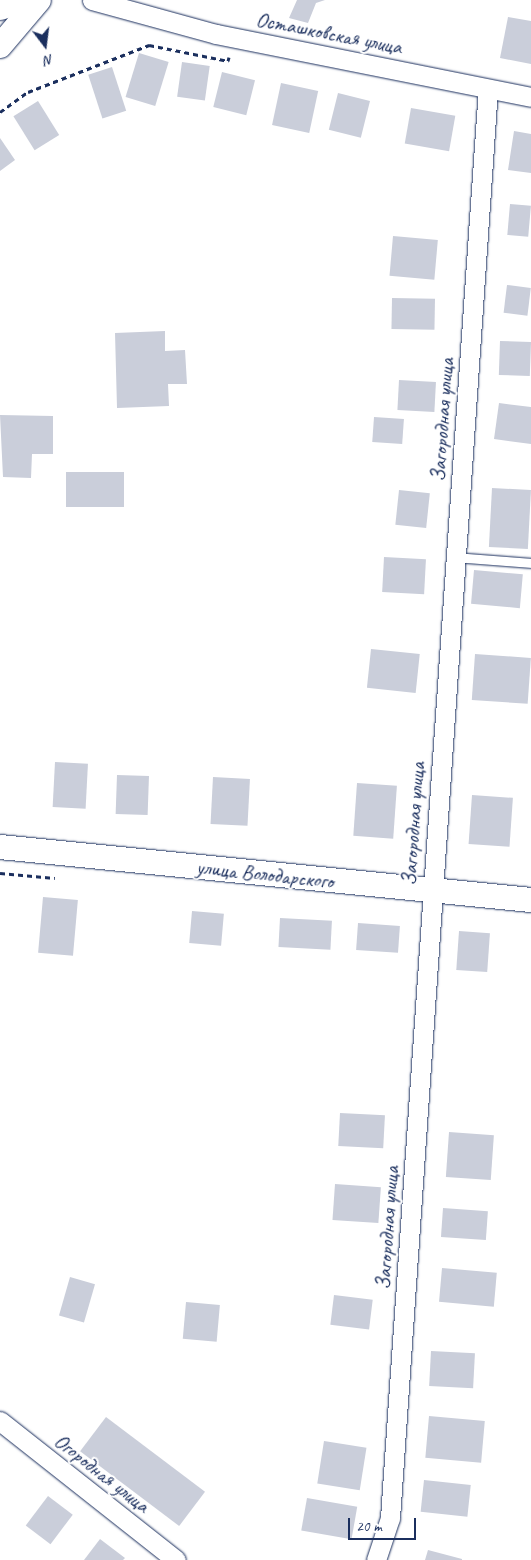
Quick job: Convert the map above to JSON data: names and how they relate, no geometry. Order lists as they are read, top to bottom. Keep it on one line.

____________________

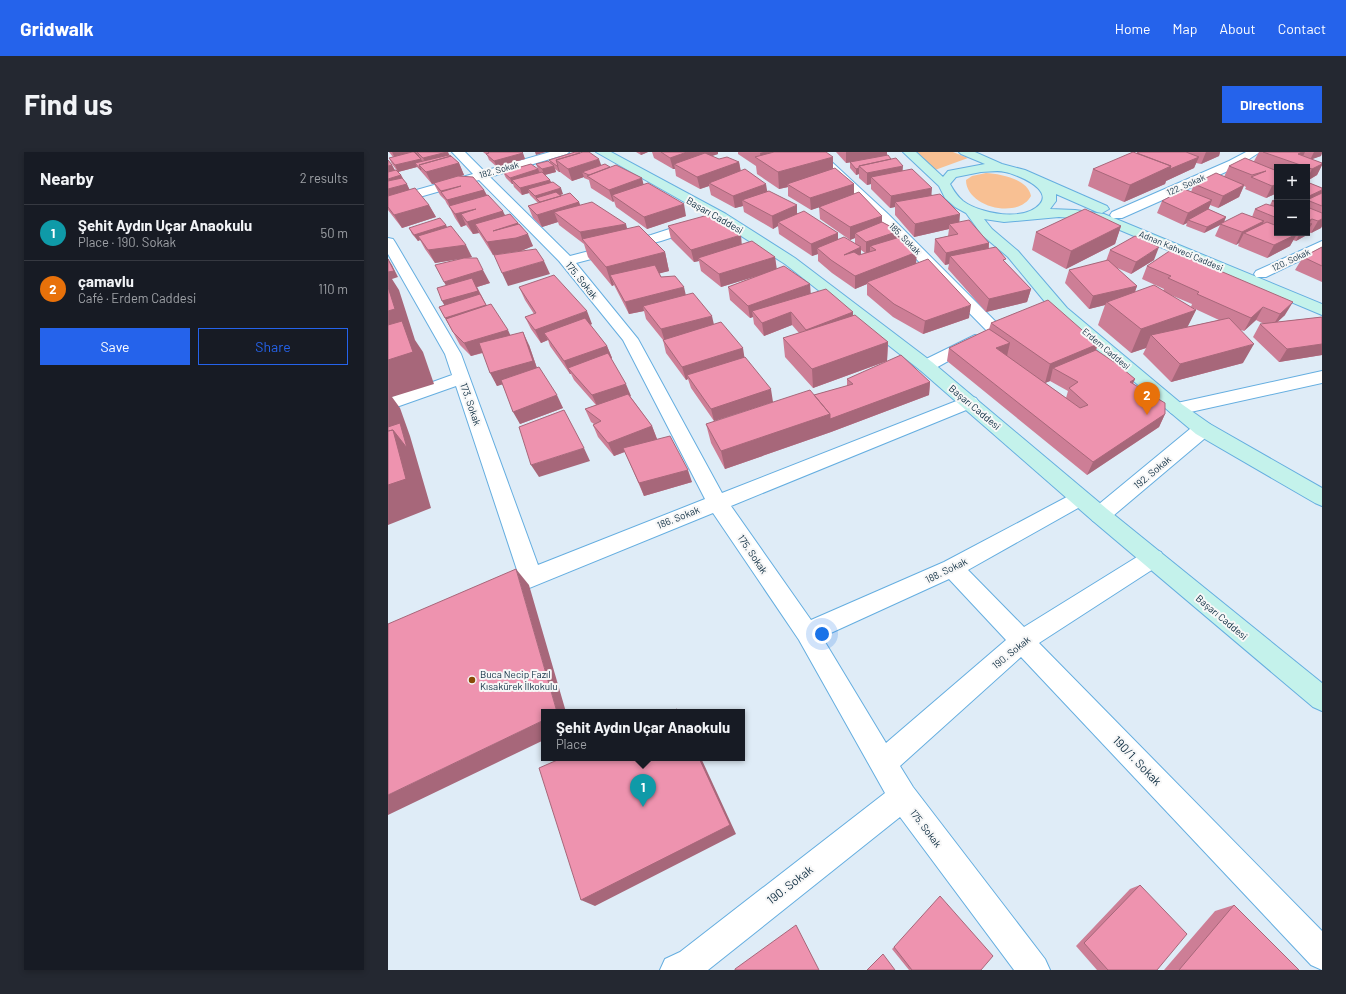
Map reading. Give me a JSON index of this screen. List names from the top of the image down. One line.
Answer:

____________________

### AIM OF THE EXERCISE
Find the word "JSON" in the entries, and copy every line it shows up in.

### SOLUTION BELOW
Quick job: Convert the map above to JSON data: names and how they relate, no geometry. Order lists as they are read, top to bottom. Keep it on one line.
Map reading. Give me a JSON index of this screen. List names from the top of the image down. One line.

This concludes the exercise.